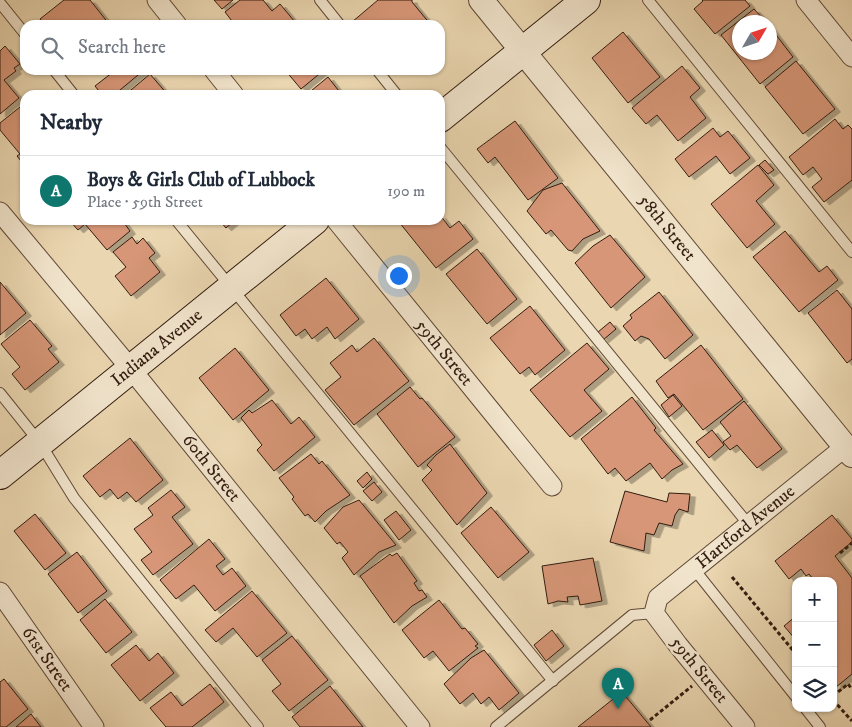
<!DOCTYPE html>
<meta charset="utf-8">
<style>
body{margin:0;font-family:"IM FELL DW Pica",serif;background:#f2f2f3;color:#1f2937}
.controls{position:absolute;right:15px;bottom:15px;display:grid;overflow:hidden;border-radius:10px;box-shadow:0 1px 4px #0004}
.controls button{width:45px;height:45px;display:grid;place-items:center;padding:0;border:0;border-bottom:1px solid #e0e1e3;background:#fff;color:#1f2937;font:25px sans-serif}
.compass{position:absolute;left:732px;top:15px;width:45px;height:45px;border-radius:50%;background:#fff;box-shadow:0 1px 4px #0004;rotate:51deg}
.you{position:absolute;left:398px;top:275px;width:18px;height:18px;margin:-12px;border:4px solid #fff;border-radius:50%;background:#1a73e8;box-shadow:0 0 0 8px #1a73e833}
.badge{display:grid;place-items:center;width:32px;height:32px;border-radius:50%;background:#0f766e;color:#fff;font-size:16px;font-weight:700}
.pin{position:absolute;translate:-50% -41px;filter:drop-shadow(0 1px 2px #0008)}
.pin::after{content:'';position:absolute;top:26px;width:18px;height:15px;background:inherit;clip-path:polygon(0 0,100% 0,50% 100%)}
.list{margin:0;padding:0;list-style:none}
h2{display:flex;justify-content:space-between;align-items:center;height:65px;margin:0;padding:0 20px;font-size:21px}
h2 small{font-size:16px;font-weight:400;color:#747a83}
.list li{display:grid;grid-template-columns:32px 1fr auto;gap:15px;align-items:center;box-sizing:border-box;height:70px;padding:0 20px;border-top:1px solid #e0e1e3}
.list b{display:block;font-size:19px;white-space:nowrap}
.list p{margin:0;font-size:16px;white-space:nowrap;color:#747a83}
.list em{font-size:16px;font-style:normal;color:#747a83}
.icon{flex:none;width:28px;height:28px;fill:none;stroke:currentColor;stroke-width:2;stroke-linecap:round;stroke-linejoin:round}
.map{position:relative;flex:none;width:852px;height:727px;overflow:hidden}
.search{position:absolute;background:#fff;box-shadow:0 1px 4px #0004;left:20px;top:20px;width:425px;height:55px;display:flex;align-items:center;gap:12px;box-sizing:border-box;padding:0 18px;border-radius:15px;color:#747a83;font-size:19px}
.panel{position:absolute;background:#fff;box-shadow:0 1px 4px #0004;left:20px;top:90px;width:425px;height:135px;border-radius:15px}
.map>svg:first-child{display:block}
.building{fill:#d69677;stroke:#321c10;filter:url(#shadow)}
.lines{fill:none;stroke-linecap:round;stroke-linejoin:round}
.service-casing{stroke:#604a38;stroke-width:12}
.minor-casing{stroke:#604a38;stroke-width:21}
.tertiary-casing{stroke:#604a38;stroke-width:26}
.secondary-casing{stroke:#321c10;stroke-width:30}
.path{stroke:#321c10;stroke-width:3;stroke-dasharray:4 2.5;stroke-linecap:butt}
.service{stroke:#f1e4cc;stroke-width:10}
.minor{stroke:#f1e4cc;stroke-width:19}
.tertiary{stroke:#f1e4cc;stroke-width:24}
.secondary{stroke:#f1e4cc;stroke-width:28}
.labels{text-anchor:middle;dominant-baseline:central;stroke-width:5;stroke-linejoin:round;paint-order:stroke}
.street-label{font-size:18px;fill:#321c10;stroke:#f1e4cc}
</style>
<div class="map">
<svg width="852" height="727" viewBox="0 0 852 727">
<defs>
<filter id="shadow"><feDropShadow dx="5.5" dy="3" stdDeviation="0" flood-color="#0004"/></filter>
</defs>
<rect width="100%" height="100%" fill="#ead6b0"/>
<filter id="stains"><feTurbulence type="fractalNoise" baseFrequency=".004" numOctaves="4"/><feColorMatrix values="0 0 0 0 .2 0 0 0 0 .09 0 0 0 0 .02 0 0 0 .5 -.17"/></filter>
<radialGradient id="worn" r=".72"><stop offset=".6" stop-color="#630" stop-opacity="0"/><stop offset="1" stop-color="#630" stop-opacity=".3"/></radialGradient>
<g class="building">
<path d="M64,0H90L109,24L107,25H45L40,19Z"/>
<path d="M214,0H233L222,9Z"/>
<path d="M240,0H263L272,11L280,4L295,22L292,25H235L225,12Z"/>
<path d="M378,0H412V2L431,25H354L352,22Z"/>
<path d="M702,0H745L750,6L715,34L694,9L703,1Z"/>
<path d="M754,9L766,22H740V52H770V27L793,57L760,84L721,35Z"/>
<path d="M623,32L660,77L628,103L592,58Z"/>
<path d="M5,46L20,64L14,68L16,71L4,80L19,98L0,114V51Z"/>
<path d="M796,61L835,109L803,134L765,87Z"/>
<path d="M682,66L700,88L690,97L706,118L678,141L657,115L646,124L632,108Z"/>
<path d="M111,70H144L114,95H102L95,86L113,72Z"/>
<path d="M285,70H324L301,89Z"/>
<path d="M150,74L168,95H125Z"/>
<path d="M328,77L342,95H306Z"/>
<path d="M25,103V166L17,156L20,154L0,130V123Z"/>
<path d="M835,119L843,129L848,125L852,129V180L824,202L812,187L822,179L813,167L803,175L789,157Z"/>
<path d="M515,121L558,178L528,200L495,157L488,163L477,149Z"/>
<path d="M713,128L720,137L728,131L750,158L730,174L716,156L689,177L675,159Z"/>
<path d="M765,160L774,170L768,174L759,165Z"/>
<path d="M758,165L774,185L756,201L775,224L747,248L711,204Z"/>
<path d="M562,183L600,231L583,239L572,251L568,250L551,230L546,234L527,211L543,190Z"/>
<path d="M440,215L450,228L459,221L473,239L436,268L399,222L401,220H440Z"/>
<path d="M69,220H122L130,231L107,250L85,224L78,230Z"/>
<path d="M219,220H235L226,228Z"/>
<path d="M785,231L819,272L827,266L838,280L799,312L753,257Z"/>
<path d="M610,235L645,277L611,308L575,263L593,246Z"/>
<path d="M132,237L137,244L143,238L155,253L149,258L160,272L131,296L115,276L126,267L113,252Z"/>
<path d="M477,249L517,299L487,324L446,274Z"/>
<path d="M326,278L359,319L335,339L327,327L312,339L305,329L296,336L280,315Z"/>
<path d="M0,282L26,313L0,335Z"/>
<path d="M837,290L852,309V359L847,363L808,313Z"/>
<path d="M659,292L693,335L665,359L649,339L641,336L635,341L623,326L632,318L630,315Z"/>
<path d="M530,306L565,350L535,375L529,367L520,374L490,338Z"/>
<path d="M30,320L52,346L48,349L59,362L25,390L12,374L20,367L1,344Z"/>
<path d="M610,322L616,329L603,340L598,332Z"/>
<path d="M374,338L409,381L354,425L325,390L341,377L330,363L352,345L357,352Z"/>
<path d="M587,343L609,369L584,390L602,411L570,437L530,390Z"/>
<path d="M701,345L743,399L703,430L674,394L668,398L656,381Z"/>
<path d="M235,348L269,390L233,420L199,378Z"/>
<path d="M410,387L420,399L422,398L455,437L418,467L377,414Z"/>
<path d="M673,395L682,406L669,417L661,405Z"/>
<path d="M632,397L656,428L654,430L683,464L672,470L662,479L650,463L626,481L615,468L608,474L581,439Z"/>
<path d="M272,400L291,424L299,417L315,437L274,471L257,450L262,445L241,418L249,410L252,413Z"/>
<path d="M744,401L782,449L757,468L737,445L730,450L723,442L731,436L720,422Z"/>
<path d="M712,430L724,445L709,458L696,442Z"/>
<path d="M130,438L163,480L136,502L127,492L118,499L110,489L100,497L83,476Z"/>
<path d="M450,444L487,493L457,525L422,480L432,470L427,465L436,455Z"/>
<path d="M311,454L319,464L322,461L350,495L326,511L315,522L308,514L305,516L292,499L294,497L279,478Z"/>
<path d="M367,472L372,479L363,488L357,481Z"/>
<path d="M374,482L382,492L372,501L363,491Z"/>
<path d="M171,490L185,507L172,517L193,544L153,575L141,560L152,552L134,529L153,515L148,508Z"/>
<path d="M625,491L667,502L669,493L690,494L688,512L679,509L675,515L672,526L659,523L654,535L646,533L644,551L610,542Z"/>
<path d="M359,500L396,545L379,552L354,575L342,558L348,552L340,542L337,544L324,528L343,507Z"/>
<path d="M491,507L529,552L498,578L461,533Z"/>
<path d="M396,511L411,530L399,540L384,520Z"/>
<path d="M35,514L66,553L45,570L14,531Z"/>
<path d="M832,515L852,539V542L835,556L852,578V674L835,688L833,581H815L809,574L806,576L801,569L789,579L775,561Z"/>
<path d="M209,539L225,559L216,566L223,575L232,568L246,586L215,611L194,585L176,599L160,580Z"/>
<path d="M77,552L107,591L78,613L48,574Z"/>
<path d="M397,553L417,581L414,583L419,591L422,590L427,597L412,606L394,623L360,576L390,554L392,556Z"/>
<path d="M593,558L602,601L580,605L578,596L567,597L568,602L558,601L548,604L542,566Z"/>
<path d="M252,591L287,633L257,657L233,628L216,642L205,630Z"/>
<path d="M105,599L132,632L106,653L80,620Z"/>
<path d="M439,600L462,629L465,628L478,644L475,646L478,648L449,671L433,651L424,658L402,630Z"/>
<path d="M796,616V640L784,626Z"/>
<path d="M552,630L564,646L546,661L534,645Z"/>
<path d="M292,636L328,680L289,711L272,691L281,684L262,660Z"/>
<path d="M136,645L149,661L158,653L174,673L140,701L111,665Z"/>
<path d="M484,650L519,693L499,710L489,697L481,704L473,693L460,704L444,684L471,658Z"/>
<path d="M4,679L28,709L6,727H0V682Z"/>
<path d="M210,684L224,702L192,727H166L150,708L171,692L182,706Z"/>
<path d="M330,686L363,727H300L292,717Z"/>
<path d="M622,692L651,727H578Z"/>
<path d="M31,714L41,727H16Z"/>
</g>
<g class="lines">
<g class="service-casing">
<g id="service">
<path d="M320,0L340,25"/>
<path d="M648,0L852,252"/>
<path d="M0,3L25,34"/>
<path d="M54,70L74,95"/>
<path d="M377,70L397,95"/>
<path d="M440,147L749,525"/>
<path d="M176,220L553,681"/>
<path d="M0,393L40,443L74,498L258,727"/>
<path d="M694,569L796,697"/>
<path d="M805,708L820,727"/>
<path d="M496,727L632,615L654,613"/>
</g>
</g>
<g class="minor-casing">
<g id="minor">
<path d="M157,0L177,25"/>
<path d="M806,0L852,57"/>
<path d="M214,70L234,95"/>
<path id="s1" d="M0,212L131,369L420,727"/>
<path id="s2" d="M336,220L552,486"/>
<path id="s3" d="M0,592L94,727"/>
<path id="s4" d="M745,727L678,645L654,613L658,598L845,447"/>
</g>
</g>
<g class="tertiary-casing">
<g id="tertiary">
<path id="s5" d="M481,0L852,455"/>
</g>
</g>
<g class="secondary-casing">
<g id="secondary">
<path d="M440,118L586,0"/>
<path id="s6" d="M0,475L315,220"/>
</g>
</g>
<g class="path">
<path d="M840,553L852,543"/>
<path d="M732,577L796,654"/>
<path d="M833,696L848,684L852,689"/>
<path d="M833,700L852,721"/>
<path d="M650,720L692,686"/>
</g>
<use href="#service" class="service"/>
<use href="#minor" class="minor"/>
<use href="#tertiary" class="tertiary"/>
<use href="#secondary" class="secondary"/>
</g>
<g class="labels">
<g class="street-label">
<text stroke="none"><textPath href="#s5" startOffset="294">58th Street</textPath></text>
<text stroke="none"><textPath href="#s6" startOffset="202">Indiana Avenue</textPath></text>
<text stroke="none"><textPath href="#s2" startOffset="171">59th Street</textPath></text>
<text stroke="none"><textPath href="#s1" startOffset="332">60th Street</textPath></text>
<text stroke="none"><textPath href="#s4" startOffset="274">Hartford Avenue</textPath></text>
<text stroke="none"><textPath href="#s3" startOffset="82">61st Street</textPath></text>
<text transform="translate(699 670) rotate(51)">59th Street</text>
</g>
</g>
<rect width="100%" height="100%" filter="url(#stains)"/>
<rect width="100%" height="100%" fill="url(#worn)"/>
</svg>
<div class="controls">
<button>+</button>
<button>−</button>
<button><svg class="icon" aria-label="layers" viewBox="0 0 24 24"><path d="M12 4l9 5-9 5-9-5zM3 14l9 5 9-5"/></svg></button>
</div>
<svg class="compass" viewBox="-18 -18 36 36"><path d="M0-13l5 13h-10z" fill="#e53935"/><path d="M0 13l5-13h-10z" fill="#747a83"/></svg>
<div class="you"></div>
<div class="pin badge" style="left:618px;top:709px">A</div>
<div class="search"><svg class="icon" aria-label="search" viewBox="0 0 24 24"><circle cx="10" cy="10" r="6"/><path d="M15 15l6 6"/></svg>Search here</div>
<section class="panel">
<h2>Nearby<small></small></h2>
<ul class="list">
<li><span class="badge">A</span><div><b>Boys &amp; Girls Club of Lubbock</b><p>Place · 59th Street</p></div><em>190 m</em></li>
</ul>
</section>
</div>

▬▬▬▬▬▬▬▬▬▬

Work instructions:
Extract, from the material above, each line holding the word "grid".

Solved exercise:
.controls{position:absolute;right:15px;bottom:15px;display:grid;overflow:hidden;border-radius:10px;box-shadow:0 1px 4px #0004}
.controls button{width:45px;height:45px;display:grid;place-items:center;padding:0;border:0;border-bottom:1px solid #e0e1e3;background:#fff;color:#1f2937;font:25px sans-serif}
.badge{display:grid;place-items:center;width:32px;height:32px;border-radius:50%;background:#0f766e;color:#fff;font-size:16px;font-weight:700}
.list li{display:grid;grid-template-columns:32px 1fr auto;gap:15px;align-items:center;box-sizing:border-box;height:70px;padding:0 20px;border-top:1px solid #e0e1e3}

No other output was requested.